Hurricane Matthew has strengthened back into an "extremely dangerous" Category 4 storm with 130-mph sustained winds. The storm is expected to strike Florida's east coast late Thursday and into today. Here are some quick facts about Category 4 storms:
• Since meteorologists started measuring such things, 126 storms that formed in the Atlantic Basin, including the Caribbean and Gulf of Mexico, have strengthened into Category 4 hurricanes. Thirty-one went on to become Category 5s for at least a few hours, including Hurricane Matthew. Most Category 4s occur in September, but monster storms often form in early October, too.
• It's highly unusual for a hurricane to make landfall as a Category 4 storm in the United States. Only nine have done it since 1924. (The number rises to 12 if you include the three storms that rolled ashore as Category 5s). Five of the Category 4s officially came ashore in Florida.
• Hurricane Charley in 2004 was the last Category 4 to hit Florida. It was a fast-moving buzz saw of a storm that packed 150 mph winds. It demolished parts of Port Charlotte and Punta Gorda and carried enough of a wallop inland to create considerable damage in the Orlando area, including Winter Park. The storm was blamed for 10 deaths and more than $15 billion in damage.
• Category 4 storms include sustained winds of 130–156 mph measured 33 feet above the ground. Winds that powerful can easily destroy mobile homes, snap trees and chew the roofs off even the most well-built homes. In 2004, Tampa Bay Times reporters observed Hurricane Charley strip the paint off of a car.

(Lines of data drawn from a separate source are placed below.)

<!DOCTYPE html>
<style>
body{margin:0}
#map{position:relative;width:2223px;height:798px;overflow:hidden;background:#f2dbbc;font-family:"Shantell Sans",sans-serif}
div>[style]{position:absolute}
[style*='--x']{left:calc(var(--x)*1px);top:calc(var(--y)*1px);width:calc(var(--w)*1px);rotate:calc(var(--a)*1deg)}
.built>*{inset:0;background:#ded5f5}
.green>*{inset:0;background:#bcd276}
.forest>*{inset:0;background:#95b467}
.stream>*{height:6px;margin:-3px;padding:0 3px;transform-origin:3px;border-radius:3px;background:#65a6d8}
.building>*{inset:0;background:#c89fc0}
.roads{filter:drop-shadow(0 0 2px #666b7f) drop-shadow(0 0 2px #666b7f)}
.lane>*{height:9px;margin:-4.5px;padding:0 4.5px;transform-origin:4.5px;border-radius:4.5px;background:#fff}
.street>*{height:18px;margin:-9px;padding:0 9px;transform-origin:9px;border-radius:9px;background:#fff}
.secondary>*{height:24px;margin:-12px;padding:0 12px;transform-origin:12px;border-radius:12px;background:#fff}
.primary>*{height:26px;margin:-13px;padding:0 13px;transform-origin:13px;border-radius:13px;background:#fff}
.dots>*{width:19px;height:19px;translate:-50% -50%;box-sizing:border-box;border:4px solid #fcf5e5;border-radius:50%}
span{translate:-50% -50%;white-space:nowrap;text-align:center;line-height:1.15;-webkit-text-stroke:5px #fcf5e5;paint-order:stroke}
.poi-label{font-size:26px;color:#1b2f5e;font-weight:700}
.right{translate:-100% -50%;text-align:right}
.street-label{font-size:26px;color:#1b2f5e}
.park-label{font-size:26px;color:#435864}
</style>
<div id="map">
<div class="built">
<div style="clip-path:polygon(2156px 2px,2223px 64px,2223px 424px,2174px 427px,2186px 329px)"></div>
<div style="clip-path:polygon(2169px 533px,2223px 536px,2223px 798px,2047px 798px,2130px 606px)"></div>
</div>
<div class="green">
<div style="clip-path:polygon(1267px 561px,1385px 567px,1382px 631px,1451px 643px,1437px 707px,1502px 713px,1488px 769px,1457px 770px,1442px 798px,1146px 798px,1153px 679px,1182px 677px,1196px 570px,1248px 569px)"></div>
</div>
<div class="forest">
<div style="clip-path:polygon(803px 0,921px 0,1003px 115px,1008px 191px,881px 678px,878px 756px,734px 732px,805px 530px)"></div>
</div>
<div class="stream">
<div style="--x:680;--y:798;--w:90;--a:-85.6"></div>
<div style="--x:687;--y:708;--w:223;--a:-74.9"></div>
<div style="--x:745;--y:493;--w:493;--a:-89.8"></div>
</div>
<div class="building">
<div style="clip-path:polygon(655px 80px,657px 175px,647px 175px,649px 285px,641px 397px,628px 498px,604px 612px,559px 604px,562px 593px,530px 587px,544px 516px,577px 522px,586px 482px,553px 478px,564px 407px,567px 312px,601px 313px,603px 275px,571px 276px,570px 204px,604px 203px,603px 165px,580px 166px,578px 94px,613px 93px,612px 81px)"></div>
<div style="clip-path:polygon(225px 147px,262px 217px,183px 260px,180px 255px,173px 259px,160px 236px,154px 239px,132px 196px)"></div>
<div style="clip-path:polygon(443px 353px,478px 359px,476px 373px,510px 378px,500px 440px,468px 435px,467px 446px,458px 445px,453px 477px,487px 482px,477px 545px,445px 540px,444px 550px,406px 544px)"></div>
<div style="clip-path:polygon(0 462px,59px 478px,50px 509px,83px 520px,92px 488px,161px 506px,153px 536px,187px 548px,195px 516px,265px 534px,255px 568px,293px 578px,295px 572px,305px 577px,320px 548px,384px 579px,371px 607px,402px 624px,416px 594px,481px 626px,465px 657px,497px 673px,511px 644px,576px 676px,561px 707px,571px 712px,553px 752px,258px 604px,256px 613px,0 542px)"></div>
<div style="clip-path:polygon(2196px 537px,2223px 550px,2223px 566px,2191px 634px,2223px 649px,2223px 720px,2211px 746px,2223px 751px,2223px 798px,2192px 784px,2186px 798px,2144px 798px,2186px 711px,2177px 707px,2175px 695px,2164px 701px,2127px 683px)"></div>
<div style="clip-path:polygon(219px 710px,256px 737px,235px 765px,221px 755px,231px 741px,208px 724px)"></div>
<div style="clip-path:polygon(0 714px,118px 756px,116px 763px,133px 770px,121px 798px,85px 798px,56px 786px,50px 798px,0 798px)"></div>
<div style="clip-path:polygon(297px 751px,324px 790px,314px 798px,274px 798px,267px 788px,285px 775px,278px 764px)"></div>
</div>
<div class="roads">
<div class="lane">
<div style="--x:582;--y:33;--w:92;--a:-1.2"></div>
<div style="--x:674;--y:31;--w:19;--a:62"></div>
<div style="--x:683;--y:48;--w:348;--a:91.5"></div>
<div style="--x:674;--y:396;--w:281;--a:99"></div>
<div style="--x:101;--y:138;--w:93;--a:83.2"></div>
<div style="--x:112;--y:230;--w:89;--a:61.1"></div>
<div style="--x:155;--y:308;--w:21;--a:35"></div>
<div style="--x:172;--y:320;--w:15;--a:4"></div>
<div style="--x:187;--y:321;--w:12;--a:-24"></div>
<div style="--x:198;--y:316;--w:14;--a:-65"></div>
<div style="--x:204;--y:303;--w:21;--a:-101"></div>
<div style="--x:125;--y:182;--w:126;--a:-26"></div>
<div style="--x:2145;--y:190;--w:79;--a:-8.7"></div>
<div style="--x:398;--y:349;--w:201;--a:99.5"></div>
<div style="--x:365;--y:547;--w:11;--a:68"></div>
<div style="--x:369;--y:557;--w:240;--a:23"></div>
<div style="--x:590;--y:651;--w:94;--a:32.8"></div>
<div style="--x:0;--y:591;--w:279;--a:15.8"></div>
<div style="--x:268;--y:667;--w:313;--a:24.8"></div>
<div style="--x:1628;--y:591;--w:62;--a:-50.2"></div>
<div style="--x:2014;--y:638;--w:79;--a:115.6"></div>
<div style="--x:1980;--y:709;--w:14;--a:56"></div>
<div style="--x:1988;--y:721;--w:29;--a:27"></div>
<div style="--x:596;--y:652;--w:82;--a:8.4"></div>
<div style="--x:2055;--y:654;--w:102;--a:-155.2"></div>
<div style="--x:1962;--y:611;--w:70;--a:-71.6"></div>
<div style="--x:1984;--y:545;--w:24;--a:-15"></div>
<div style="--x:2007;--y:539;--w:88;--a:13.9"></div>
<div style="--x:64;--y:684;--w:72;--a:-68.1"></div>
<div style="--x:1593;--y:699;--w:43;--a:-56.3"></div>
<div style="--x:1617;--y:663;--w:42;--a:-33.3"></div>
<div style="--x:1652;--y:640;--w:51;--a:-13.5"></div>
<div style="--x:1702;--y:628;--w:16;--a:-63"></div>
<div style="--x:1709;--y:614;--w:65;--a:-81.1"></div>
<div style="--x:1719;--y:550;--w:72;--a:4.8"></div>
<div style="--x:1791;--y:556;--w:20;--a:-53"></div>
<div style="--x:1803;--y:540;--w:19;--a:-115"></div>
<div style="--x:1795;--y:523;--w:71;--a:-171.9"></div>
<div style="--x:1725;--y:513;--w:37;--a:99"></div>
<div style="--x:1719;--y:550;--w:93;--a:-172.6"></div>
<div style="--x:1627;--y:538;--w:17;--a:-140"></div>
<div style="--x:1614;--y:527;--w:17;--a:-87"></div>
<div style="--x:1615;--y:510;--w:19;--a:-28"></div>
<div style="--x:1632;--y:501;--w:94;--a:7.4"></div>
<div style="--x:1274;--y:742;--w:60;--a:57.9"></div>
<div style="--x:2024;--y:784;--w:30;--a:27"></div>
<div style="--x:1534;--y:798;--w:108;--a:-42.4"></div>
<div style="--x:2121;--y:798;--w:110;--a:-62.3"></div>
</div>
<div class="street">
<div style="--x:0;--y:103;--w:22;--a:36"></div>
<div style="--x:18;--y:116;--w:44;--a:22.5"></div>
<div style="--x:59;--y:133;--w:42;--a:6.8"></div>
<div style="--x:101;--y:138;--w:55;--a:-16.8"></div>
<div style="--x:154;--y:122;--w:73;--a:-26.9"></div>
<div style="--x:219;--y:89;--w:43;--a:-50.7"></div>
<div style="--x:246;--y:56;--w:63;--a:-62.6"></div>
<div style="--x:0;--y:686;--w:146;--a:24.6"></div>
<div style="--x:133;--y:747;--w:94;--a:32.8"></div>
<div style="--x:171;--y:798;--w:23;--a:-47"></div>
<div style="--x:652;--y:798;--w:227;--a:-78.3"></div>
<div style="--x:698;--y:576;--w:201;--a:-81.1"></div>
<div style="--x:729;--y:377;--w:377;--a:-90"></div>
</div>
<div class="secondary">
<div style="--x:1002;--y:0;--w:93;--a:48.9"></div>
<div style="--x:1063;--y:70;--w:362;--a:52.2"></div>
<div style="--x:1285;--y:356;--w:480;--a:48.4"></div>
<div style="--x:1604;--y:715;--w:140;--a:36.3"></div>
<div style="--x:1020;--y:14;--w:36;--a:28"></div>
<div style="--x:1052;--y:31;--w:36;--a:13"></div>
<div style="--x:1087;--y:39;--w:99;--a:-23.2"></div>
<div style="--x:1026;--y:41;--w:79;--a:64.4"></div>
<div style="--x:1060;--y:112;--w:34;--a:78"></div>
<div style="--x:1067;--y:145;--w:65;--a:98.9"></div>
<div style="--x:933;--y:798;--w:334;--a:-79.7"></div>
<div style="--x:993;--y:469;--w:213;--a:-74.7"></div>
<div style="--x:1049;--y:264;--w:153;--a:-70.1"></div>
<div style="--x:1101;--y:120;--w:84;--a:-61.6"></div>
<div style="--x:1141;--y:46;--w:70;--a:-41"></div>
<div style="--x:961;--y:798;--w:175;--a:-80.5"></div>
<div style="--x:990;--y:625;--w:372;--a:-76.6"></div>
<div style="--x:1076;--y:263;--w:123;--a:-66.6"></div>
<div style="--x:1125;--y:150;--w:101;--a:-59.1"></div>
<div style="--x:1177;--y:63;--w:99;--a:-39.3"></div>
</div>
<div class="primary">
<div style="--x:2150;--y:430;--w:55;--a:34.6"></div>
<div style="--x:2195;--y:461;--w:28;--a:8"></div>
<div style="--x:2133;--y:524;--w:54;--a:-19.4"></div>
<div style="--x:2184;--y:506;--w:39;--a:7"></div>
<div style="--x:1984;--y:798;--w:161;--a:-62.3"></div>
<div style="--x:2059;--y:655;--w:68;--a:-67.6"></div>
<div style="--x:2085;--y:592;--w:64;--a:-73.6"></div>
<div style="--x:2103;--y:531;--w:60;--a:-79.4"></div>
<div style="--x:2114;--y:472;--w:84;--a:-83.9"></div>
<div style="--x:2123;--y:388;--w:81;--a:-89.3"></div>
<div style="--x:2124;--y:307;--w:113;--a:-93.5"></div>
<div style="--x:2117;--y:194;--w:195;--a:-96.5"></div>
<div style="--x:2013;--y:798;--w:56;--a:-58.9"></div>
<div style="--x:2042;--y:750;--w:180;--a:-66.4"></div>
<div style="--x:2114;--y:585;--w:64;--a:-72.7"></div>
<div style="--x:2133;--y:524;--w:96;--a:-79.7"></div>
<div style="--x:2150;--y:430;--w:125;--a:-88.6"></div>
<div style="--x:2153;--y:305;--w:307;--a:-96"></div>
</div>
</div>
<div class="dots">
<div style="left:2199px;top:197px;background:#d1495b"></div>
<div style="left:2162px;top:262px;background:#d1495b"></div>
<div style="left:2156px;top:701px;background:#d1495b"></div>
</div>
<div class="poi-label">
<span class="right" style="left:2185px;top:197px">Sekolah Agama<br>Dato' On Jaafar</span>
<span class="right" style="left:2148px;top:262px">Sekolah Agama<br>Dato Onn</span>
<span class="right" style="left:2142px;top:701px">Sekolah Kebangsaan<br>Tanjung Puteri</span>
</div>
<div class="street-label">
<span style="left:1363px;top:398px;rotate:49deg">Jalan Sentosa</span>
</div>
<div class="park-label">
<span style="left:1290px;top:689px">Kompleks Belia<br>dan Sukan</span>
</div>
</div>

• Don't think of a Category 4 storm packing 150 mph winds as being twice as strong as a Category 1 with 75 mph winds. The Cat 4 is much, much more powerful. Why? Wind power is exponential. Put another way: The winds from a strong Category 4 storm (156 mph) have the potential to create twice as much damage as a weak Category 4 storm (130 mph).
• Category 4 storms can also create up to 18 feet of storm surge, though the estimates for Hurricane Matthew range up to 10 feet. Power can be knocked out for days, and in some cases, weeks or even months. Hurricane experts routinely describe the damage wrought by Cat 4s as "catastrophic."